In TAR, Wrong Decisions Can Lead to the Right Documents (A Response to Ralph Losey)

In a recent blog post, Ralph Losey tackles the issue of expertise and TAR algorithm training.  The post, as is characteristic of Losey’s writing, is densely packed.  He raises a number of different objections to doing any sort of training using a reviewer who is not a subject matter expert (SME).  I will not attempt to unpack every single one of those objections.  Rather, I wish to cut directly to the fundamental point that underlies the belief in the absolute necessity that an SME, and only an SME, should provide the judgments, the document codings, that get used for training:

Losey writes:

Quality of SMEs is important because the quality of input in active machine learning is important. A fundamental law of predictive coding as we now know it is GIGO, garbage in, garbage out. Your active machine learning depends on correct instruction.

Active machine learning depends on a number of different factors, including but not limited to the type of features (aka “signals”) that are extracted from the data and the complexity of the data itself (how “separable” the data is), even if perfect and complete labeling of every document in the collection were available.  All of these factors have an effect on the quality of the output.  But yes, one of those factors is the labels on the documents, the human-given coding.

Coding quality is indeed important.  However, what I question is this seemingly “common sense objection” of garbage in, garbage out (GIGO).  In offline discussion with Ralph, I was able to distill this common sense objection into an even purer form, a part of this conversation which I reprint here with permission:

Sorry, but wrong decisions to find the right docs sounds like alchemy to me, lead to gold.

This is the essence of the entire conundrum: Can wrong decisions be used to find the right documents?  If it can be shown that wrong decisions can indeed be used to find the right documents, then while that does not automatically answer every single one of Ralph’s objections, it provides a solid foundation on which to do so as the industry continues to iterate our understanding of TAR’s capabilities.
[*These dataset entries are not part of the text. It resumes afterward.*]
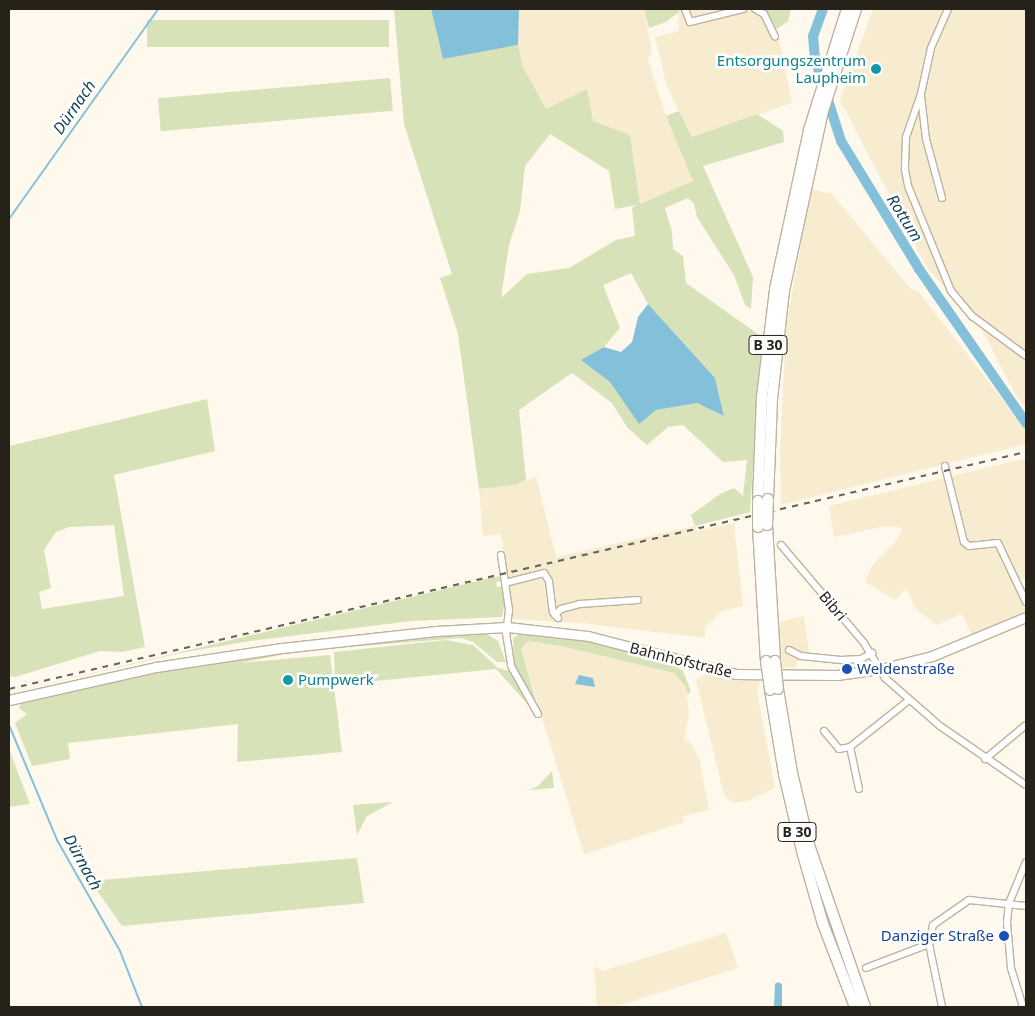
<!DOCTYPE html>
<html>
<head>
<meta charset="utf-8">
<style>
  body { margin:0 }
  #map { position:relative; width:1035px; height:1016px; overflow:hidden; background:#fef9ec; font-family:"Noto Sans",sans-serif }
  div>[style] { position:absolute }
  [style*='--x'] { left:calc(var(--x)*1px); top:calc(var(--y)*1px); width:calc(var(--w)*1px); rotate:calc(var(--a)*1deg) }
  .built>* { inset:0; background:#f7eccf }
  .green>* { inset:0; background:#d8e2b9; transform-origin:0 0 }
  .water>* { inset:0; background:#85c0da }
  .stream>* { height:2px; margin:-1px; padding:0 1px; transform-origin:1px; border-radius:1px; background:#85c0da }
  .river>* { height:10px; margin:-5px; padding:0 5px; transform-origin:5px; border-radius:5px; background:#85c0da }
  .roads { filter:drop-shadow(1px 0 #bcb39e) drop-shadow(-1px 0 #bcb39e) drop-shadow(0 1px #bcb39e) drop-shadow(0 -1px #bcb39e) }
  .minor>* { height:6px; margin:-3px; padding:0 3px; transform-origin:3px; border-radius:3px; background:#fff }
  .major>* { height:9px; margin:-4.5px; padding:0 4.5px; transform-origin:4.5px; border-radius:4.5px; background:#fff }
  .highway>* { height:10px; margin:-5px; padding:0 5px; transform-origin:5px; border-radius:5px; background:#fff }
  .rail>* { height:2px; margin-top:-1px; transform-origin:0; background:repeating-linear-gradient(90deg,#69655b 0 6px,transparent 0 12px) }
  .bridges { filter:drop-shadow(1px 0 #bcb39e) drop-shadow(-1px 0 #bcb39e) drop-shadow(0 1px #bcb39e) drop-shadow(0 -1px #bcb39e) }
  .highway-bridge>* { height:10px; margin:-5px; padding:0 5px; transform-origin:5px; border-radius:5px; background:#fff }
  .dots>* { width:14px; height:14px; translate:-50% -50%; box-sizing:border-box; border:2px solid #fff; border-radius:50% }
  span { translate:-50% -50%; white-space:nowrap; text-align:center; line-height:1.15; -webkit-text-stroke:5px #fff; paint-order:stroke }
  .shield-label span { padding:1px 4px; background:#fff; border:1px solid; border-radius:4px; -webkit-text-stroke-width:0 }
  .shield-label { font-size:14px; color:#26221a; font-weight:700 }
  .culture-label { font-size:15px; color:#0d838f }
  .right { translate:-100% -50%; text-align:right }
  .left { translate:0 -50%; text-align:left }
  .street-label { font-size:15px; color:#26221a }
  .transit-label { font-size:15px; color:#164399 }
  .water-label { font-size:16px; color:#154659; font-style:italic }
  .frame { position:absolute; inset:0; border:10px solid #26221a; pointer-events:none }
</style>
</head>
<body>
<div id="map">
  <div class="built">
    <div style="clip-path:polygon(519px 9px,644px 9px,652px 52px,648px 60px,666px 116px,693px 181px,640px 204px,630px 135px,593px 121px,546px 109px,523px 67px,518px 45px)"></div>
    <div style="clip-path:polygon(678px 9px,767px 11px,777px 29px,792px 103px,692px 137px,667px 87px,655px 37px,679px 31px)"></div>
    <div style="clip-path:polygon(873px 9px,1026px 9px,1026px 409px,1015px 394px,979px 324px,927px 268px,840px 100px)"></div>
    <div style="clip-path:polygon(811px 189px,832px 194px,910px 288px,918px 291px,1026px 430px,1026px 444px,781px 505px,780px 451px,786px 327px)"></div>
    <div style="clip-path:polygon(1026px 458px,1026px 577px,1015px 583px,1026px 611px,972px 636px,962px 614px,937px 625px,916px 609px,906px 589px,895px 600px,865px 582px,872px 566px,896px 541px,903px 528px,886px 526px,834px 537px,829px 506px)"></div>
    <div style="clip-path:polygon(536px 477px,556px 557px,695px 526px,697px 531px,734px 523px,743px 606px,722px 611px,705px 627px,705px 638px,581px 623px,512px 619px,501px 534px,483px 536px,479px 489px,515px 485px)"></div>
    <div style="clip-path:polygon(804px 616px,809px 655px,797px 661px,796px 667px,782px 668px,778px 622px)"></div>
    <div style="clip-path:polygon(527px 641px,561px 646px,674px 673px,686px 687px,689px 715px,684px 740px,690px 742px,699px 758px,709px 810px,683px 816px,684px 822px,584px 854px,521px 649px)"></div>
    <div style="clip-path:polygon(705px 674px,760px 681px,757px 691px,775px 788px,747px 801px,732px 803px,724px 795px,696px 680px)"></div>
    <div style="clip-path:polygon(726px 933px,738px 968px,614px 1007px,597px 1007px,594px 966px,603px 971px)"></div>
  </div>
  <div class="green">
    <div style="clip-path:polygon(evenodd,394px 9px,431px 9px,443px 59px,518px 45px,523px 67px,546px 109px,587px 89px,593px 121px,630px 135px,640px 204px,693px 181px,666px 116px,679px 111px,692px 137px,757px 114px,783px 131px,784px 142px,703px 166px,753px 277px,751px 309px,745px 305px,734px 275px,697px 217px,694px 204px,688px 198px,665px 208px,672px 231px,673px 249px,683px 256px,686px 283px,762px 337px,750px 512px,695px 526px,691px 515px,720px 494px,734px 488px,743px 496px,747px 460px,723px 462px,683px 425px,668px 427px,647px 445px,627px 427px,612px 403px,572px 373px,519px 410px,526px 480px,515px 485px,479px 489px,458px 334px,440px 278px,452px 274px,404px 124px,394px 9px,550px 134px,609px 171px,615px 209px,637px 205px,632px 208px,635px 236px,616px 240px,569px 268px,527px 274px,501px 298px,509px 245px,520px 211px,525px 166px,550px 134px,394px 9px,631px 273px,648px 304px,715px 378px,724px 415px,697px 403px,656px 410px,639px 423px,610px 382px,582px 360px,604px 347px,620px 328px,603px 285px,631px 273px)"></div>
    <div style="clip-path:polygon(644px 9px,678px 9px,679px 12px,666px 22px,649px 28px)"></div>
    <div style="clip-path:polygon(765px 9px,791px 9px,788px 21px,777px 29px)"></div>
    <div style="left:389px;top:20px;width:27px;height:242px;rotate:90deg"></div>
    <div style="left:390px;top:78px;width:33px;height:233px;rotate:85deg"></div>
    <div style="clip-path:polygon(evenodd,207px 399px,215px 451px,114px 475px,145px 647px,122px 652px,100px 651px,15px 677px,9px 676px,9px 446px,207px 399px,114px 525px,124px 596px,42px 609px,39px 592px,51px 588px,44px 550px,56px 532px,69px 527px,114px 525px)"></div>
    <div style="clip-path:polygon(499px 576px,502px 581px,496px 582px,497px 587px,503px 587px,505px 603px,502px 617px,411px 621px,250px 641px,180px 653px,9px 693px)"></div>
    <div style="clip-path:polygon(523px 632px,592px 641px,673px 664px,683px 671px,691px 692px,687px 694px,686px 687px,674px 673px,561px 646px,528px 641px,521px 649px,536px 701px,518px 676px,514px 663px,513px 638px)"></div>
    <div style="clip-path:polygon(485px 633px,498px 641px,506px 662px,497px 662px,473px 642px,461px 638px,287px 652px,287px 650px)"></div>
    <div style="clip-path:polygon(446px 640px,473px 645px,498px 668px,510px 671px,533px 710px,496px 669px,335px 685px,334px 652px)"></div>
    <div style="clip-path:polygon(280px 652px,281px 655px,240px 663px,330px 655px,342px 752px,237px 762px,238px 724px,68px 743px,70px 759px,32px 766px,15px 723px,27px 714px,19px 708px,22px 700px,175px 668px)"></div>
    <div style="clip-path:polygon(9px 749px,30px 804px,9px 807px)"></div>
    <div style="clip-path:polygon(552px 771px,554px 788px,529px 790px,538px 786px)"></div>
    <div style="clip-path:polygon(393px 802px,367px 816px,357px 835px,353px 805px)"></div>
    <div style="clip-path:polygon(357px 858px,364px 903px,122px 926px,90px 881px)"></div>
  </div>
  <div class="water">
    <div style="clip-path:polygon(431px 9px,519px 9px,518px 45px,443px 59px)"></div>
    <div style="clip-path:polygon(648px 304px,715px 378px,724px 416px,697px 403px,656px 410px,639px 424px,610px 382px,581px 360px,604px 347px,621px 352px,632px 342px,638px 317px)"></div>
    <div style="clip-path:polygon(579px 675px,593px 678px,595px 687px,575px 684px)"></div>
    <div style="clip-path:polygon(778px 982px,782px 984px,782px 1007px,774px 1007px,775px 984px)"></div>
  </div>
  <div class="stream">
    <div style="--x:9;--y:219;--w:257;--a:-54.6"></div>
    <div style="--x:9;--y:725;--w:125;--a:67.3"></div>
    <div style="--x:57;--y:840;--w:128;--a:60.4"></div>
    <div style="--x:120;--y:951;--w:60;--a:68.6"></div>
  </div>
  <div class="river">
    <div style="--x:823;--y:9;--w:29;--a:110"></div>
    <div style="--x:813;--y:36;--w:23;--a:85"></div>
    <div style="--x:815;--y:59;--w:86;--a:72.4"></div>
    <div style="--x:841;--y:141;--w:150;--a:58.6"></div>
    <div style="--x:919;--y:269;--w:188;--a:55.2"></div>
  </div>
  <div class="roads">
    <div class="minor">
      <div style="--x:685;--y:9;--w:14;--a:69"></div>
      <div style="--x:690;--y:22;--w:55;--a:-13.8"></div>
      <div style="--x:755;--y:9;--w:10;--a:29"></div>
      <div style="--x:764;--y:14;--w:25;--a:64"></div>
      <div style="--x:948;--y:9;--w:43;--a:113.6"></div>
      <div style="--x:931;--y:48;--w:47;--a:102.3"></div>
      <div style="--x:921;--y:94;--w:46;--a:109.2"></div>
      <div style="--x:906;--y:137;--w:33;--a:92"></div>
      <div style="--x:905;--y:170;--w:16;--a:79"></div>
      <div style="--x:908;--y:186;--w:113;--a:67.7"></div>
      <div style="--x:951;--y:291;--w:33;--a:50"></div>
      <div style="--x:972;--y:316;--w:67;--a:36.5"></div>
      <div style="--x:921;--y:96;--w:43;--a:83.4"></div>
      <div style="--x:926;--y:139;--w:61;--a:74.8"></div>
      <div style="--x:945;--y:466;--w:78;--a:76"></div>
      <div style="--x:964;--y:542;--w:6;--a:39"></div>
      <div style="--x:969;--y:546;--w:29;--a:-6"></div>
      <div style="--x:998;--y:543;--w:65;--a:64.6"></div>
      <div style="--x:781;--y:545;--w:128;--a:49.7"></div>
      <div style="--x:864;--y:643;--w:41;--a:59"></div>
      <div style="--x:885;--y:678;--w:73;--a:41.1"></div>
      <div style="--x:940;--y:726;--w:104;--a:34.5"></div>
      <div style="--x:501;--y:555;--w:56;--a:81.7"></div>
      <div style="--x:509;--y:610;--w:23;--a:97"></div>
      <div style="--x:506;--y:633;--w:33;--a:81"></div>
      <div style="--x:511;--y:666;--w:55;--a:60.6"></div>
      <div style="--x:505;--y:583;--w:40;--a:-14.4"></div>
      <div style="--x:544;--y:573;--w:9;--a:58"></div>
      <div style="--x:549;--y:581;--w:31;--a:83"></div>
      <div style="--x:553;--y:612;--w:8;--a:50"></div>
      <div style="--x:555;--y:615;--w:8;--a:-45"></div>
      <div style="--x:561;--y:609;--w:20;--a:-15"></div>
      <div style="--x:580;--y:604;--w:58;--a:-3.9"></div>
      <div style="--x:789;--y:650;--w:13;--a:27"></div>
      <div style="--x:801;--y:656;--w:40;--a:5.7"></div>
      <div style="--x:841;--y:660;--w:20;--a:-3"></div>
      <div style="--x:861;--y:659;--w:13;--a:-29"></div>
      <div style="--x:824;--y:731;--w:23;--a:50"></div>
      <div style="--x:839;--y:749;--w:11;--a:-10"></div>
      <div style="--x:985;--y:759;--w:53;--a:-39.7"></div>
      <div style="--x:859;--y:789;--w:43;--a:-102.1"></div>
      <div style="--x:850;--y:747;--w:75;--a:-38.5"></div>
      <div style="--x:929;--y:944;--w:64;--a:78.3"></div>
      <div style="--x:866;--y:968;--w:67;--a:-20.9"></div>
      <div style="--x:929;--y:944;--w:19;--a:-78"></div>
      <div style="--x:933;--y:925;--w:44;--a:-34.8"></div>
      <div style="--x:969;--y:900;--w:57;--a:6"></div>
      <div style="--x:1023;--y:1007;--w:41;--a:-107.1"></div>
      <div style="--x:1011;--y:968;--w:46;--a:-95"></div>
      <div style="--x:1007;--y:922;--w:19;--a:-84"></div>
      <div style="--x:1009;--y:903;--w:44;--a:-67.5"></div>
    </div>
    <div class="major">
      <div style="--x:9;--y:700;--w:151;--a:-12.7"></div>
      <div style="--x:156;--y:667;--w:127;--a:-8.6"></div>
      <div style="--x:282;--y:648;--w:155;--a:-6.3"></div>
      <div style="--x:436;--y:631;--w:71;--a:-3.2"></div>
      <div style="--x:507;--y:627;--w:81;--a:6.3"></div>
      <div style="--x:588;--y:636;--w:153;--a:14.4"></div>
      <div style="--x:736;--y:674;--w:101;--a:0.6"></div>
      <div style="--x:837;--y:675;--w:43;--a:-7.9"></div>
      <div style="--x:880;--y:669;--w:54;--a:-14"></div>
      <div style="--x:932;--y:656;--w:102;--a:-22.5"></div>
    </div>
    <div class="highway">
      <div style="--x:768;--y:499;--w:100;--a:-87.7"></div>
      <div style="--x:772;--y:399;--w:109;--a:-83.7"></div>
      <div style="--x:784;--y:291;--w:184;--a:-77.8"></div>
      <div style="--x:823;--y:111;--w:107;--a:-72.1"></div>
      <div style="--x:758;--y:501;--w:104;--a:-87.8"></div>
      <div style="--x:762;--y:397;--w:109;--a:-83.1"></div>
      <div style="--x:775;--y:289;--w:163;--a:-77.9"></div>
      <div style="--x:809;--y:130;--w:127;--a:-72.6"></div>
      <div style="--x:767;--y:525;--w:136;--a:86.6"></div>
      <div style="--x:758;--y:527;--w:134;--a:86.6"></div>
      <div style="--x:778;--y:689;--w:85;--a:80.5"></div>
      <div style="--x:792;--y:773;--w:74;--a:76.7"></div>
      <div style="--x:809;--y:845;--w:171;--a:70.9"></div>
      <div style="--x:770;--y:690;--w:85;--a:80.5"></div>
      <div style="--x:784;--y:774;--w:79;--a:76.8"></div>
      <div style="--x:802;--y:851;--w:76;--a:74"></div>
      <div style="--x:823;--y:924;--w:89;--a:68.9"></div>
    </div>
  </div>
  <div class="rail">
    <div style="--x:9;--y:689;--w:1044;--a:-13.12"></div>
  </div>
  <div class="bridges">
    <div class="highway-bridge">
      <div style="--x:758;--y:501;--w:26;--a:90"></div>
      <div style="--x:767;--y:525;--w:26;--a:-88"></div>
      <div style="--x:766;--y:661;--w:29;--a:82"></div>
      <div style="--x:775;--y:661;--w:28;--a:84"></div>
    </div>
  </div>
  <div class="dots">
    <div style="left:876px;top:69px;background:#0f9aa8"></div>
    <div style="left:847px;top:669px;background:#1a4fb4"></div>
    <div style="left:288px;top:680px;background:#0f9aa8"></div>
    <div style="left:1004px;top:936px;background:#1a4fb4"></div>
  </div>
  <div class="shield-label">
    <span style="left:768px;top:345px">B 30</span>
    <span style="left:797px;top:832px">B 30</span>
  </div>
  <div class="culture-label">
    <span class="right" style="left:866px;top:69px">Entsorgungszentrum<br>Laupheim</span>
    <span class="left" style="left:298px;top:680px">Pumpwerk</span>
  </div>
  <div class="street-label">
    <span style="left:833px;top:606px;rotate:50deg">Bibri</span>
    <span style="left:681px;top:660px;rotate:14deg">Bahnhofstraße</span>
  </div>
  <div class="transit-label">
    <span class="left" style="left:857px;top:669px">Weldenstraße</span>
    <span class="right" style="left:994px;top:936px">Danziger Straße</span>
  </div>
  <div class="water-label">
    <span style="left:74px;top:107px;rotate:-55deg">Dürnach</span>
    <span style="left:905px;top:218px;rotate:58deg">Rottum</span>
    <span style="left:83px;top:862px;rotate:61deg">Dürnach</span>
  </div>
  <div class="frame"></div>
</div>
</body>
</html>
Thus, the purpose of this post is to focus on the fact that this can be done.  Future posts will then apply the principle to real world TAR workflows.

You may also want to read our prior posts related to this topic:

Pseudo Relevance Feedback

The first manner in which we show that wrong decisions can be used to find right documents is to turn to an old information retrieval concept known as pseudo relevance feedback (aka blind feedback).  Imagine running a search on a collection of documents, and getting back a list of results, some of which are relevant and some of which are not.  Ideally, you would want all the relevant ones to be toward the top, and the non-relevant ones at the bottom.  We all know that doesn’t happen.  So the technique of pseudo relevance is employed to improve the quality of the ranking.  PRF operates in the following manner:

  1. The top k (usually a couple dozen) results are selected from the top of the existing ranking.
  2. All top k documents are blindly judged to be relevant. That is, they’re automatically coded as relevant, whether or not they truly are.
  3. Those top k documents, with their relevant=true coding, are then fed back to the machine learner, and the ranking is altered based on this blind, or pseudo-relevant, feedback.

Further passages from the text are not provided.